Three corrections are needed in order to work:
print only if (start == permus.length-1), otherwise you'll see duplicates
start the for loop from i = start, not i = start + 1
recursively call testPermu(start + 1); instead of testPermu(i);
Here is a full example:
package eric.math;
import java.util.Arrays;
public class Permute {
// swap 2 elements of an array,
void swap(int[] arr, int x, int y) {
int temp = arr[x];
arr[x] = arr[y];
arr[y] = temp;
}
/**
* print permutations of array
* #param arr
* original int array,
*/
void permute(int[] arr) {
permute(arr, 0, arr.length - 1);
}
/**
* print permutations of array
*
* #param arr
* original int array,
* #param i
* start index
* #param n
* end index
*/
void permute(int[] arr, int i, int n) {
int j;
if (i == n)
System.out.println(Arrays.toString(arr));
else {
for (j = i; j <= n; j++) {
swap(arr, i, j);
permute(arr, i + 1, n);
swap(arr, i, j); // backtrack
}
}
}
public static void main(String[] args) {
int arr[] = { 1, 2, 3 };
new Permute().permute(arr);
}
}
#Enric solution is nice, but using solution below we can avoid 80 swaps and perform only 24 swaps.
static void permutation(int[] a, int i, int j) {
for (; j < a.length && i < a.length; j++) {
int[] temp = null;
if (i != j) {
temp = swap(a, i, j);
System.out.println(Arrays.toString(temp));
}else{
temp = a;
}
permutation(temp, i + 1, i + 1);
}
}
public static void main(String[] args) {
int[] a = { 0, 1, 2, 3 };
permutation(a, 0, 0);
}
Another approach:
static ArrayList<ArrayList<Integer>> getPermutation(ArrayList<Integer> ints) {
if (ints.size() == 1) {
ArrayList<ArrayList<Integer>> list = new ArrayList<>();
list.add(ints);
return list;
} else {
ArrayList<ArrayList<Integer>> list = new ArrayList<>();
for (Integer i: ints) {
ArrayList<Integer> subList = new ArrayList<>(ints);
subList.remove(i);
ArrayList<ArrayList<Integer>> subListNew = getPermutation(subList);
for (ArrayList<Integer> _list: subListNew) {
ArrayList<Integer> local = new ArrayList<>();
local.add(i);
local.addAll(_list);
list.add(local);
}
}
return list;
}
}
This method first selects an element, removes it and obtains a sub-list, then produces a permutation of the sub-list until the list size becomes 1.

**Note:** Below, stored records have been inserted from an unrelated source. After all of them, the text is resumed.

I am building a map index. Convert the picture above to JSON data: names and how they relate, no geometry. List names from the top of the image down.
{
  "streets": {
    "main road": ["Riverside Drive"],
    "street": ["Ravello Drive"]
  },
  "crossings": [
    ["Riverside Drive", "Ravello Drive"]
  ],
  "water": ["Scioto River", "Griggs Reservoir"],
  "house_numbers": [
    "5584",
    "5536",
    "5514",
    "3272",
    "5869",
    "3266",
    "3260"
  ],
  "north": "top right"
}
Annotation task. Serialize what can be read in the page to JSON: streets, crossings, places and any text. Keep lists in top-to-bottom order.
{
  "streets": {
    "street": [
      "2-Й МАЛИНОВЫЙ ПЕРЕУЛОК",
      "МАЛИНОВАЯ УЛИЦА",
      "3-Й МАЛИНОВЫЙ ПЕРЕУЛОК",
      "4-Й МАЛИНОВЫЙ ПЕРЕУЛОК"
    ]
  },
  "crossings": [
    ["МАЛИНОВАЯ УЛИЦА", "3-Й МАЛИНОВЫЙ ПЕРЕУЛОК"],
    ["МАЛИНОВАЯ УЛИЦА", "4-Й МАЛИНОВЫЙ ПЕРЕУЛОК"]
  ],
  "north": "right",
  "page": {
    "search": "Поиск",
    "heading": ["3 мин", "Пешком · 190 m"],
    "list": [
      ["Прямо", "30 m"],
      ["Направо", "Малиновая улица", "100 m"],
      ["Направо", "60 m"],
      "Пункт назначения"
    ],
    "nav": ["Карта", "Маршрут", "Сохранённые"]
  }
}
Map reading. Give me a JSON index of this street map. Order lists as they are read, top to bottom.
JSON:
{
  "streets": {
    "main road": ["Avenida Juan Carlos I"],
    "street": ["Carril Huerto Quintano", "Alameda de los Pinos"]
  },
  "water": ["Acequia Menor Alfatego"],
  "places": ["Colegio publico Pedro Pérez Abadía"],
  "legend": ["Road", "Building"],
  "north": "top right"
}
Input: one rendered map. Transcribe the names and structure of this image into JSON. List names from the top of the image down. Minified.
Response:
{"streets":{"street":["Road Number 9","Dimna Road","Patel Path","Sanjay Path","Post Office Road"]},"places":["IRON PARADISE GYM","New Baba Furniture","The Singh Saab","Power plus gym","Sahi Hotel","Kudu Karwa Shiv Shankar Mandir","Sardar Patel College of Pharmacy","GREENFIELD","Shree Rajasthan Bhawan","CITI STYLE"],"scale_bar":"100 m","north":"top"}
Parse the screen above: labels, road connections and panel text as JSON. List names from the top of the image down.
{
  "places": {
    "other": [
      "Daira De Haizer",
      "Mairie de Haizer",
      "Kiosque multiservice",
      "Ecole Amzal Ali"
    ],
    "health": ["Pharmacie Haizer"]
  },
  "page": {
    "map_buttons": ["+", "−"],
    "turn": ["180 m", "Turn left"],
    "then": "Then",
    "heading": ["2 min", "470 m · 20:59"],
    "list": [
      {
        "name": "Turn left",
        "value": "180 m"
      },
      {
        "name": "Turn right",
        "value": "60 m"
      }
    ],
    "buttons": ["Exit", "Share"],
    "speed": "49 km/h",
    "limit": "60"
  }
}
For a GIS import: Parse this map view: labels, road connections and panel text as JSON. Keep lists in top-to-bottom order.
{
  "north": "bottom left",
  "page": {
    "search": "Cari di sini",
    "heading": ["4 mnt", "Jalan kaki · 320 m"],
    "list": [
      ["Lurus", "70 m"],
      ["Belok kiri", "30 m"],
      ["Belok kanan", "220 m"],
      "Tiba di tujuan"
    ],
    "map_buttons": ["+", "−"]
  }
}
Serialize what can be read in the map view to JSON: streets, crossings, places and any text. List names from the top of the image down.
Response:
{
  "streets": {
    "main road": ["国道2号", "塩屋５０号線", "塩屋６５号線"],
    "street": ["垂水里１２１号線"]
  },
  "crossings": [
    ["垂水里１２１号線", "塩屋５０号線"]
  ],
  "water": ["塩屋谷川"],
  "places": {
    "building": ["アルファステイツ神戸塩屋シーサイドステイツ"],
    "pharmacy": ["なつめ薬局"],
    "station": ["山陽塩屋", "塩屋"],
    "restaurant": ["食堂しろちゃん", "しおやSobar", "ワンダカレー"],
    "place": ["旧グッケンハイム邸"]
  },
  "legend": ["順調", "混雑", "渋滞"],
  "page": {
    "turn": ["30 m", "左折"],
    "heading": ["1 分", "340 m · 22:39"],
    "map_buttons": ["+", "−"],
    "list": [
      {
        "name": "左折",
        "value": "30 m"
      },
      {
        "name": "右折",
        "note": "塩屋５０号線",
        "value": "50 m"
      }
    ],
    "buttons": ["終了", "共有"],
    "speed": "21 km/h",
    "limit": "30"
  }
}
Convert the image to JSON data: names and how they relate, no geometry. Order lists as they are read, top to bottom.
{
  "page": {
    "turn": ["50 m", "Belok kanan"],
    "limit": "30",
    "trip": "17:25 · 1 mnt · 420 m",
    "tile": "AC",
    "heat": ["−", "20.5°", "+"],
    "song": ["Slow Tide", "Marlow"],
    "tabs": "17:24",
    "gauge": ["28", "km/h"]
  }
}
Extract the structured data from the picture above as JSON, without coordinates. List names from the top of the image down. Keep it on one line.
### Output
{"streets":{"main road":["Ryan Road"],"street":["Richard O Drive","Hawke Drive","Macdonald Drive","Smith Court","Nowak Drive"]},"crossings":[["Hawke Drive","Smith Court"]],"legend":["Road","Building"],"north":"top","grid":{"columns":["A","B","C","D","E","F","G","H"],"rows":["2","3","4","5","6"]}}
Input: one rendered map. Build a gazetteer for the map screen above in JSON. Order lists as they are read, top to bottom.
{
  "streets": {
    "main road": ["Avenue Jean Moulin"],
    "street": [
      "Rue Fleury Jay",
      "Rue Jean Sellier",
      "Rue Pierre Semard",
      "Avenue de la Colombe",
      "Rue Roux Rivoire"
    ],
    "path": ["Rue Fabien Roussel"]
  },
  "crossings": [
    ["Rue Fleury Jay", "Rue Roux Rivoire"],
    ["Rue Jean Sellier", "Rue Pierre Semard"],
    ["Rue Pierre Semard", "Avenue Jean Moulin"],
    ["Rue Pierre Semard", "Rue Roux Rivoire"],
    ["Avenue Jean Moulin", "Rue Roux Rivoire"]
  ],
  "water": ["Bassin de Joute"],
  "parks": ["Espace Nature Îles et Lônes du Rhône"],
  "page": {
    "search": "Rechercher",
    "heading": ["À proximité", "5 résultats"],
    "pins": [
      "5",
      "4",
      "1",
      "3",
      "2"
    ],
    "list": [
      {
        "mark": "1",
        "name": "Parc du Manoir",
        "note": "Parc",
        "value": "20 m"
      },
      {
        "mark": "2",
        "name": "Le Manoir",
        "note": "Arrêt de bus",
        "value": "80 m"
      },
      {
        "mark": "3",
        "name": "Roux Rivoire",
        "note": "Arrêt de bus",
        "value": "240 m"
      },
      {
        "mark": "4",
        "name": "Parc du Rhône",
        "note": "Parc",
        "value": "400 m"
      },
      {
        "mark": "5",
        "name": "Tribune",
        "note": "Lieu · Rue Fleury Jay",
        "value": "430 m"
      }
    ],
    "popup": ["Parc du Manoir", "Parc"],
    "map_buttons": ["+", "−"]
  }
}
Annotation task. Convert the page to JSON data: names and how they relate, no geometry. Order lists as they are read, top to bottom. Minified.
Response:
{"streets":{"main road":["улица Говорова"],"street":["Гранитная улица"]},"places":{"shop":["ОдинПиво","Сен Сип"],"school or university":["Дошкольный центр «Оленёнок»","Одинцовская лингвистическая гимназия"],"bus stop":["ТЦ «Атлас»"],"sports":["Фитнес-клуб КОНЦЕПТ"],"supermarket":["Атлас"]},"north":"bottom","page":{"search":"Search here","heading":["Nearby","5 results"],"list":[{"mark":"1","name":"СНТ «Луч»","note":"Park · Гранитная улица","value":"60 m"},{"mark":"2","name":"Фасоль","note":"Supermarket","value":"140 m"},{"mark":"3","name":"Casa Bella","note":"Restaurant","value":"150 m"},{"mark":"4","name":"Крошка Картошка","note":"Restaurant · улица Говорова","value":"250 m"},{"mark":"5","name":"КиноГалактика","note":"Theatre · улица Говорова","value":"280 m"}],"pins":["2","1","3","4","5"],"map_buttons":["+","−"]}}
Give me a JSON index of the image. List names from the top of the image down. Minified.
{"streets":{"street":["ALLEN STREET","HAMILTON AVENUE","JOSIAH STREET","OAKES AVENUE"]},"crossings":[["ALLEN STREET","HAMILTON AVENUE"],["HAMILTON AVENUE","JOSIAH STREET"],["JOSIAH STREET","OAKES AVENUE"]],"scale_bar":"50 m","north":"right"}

I like #tony200910041 approach but maybe someone would like a cleaner and more generic version of it:
public static <T> List<List<T>> getPermutations(List<T> list) {
if (list.size() == 1)
return Collections.singletonList(list);
List<List<T>> perms = new ArrayList<>();
for (T element: list) {
List<T> subList = new ArrayList<>(list);
subList.remove(element);
List<List<T>> subPerms = getPermutations(subList);
for (List<T> subPerm: subPerms) {
List<T> perm = new ArrayList<>();
perm.add(element);
perm.addAll(subPerm);
perms.add(perm);
}
}
return perms;
}
Sort the list before passing it to the getPermutations() function if you want your permutations in ascending order.
Try with
testPermu(start + 1);
You can do it simply without recursion
public static Integer[] permutate(int i)
{
int length = permus.length;
Integer[] result = new Integer[length];
List<Integer> chosen = new ArrayList<Integer>(Arrays.asList(permus));
int divider = 1;
for (int j=2; j<length; j++)
{
divider *= j;
}
for (int j=length; j>1; j--)
{
int index = i/divider;
result[length - j] = chosen.remove(index);
i = i - divider * (i/divider);
divider = divider / (j-1);
}
result[length -1] = chosen.remove(0);
return result;
}
How about the following algorithm (given in pseudocode)
iterate over elements:
pick one of the element at random
call function again on the remaining elements
if elements.size == 1
return or print
This should produce a valid permutation at each run. If you want all possible permutations, just accumulate as you iterate, then you should have all permutations.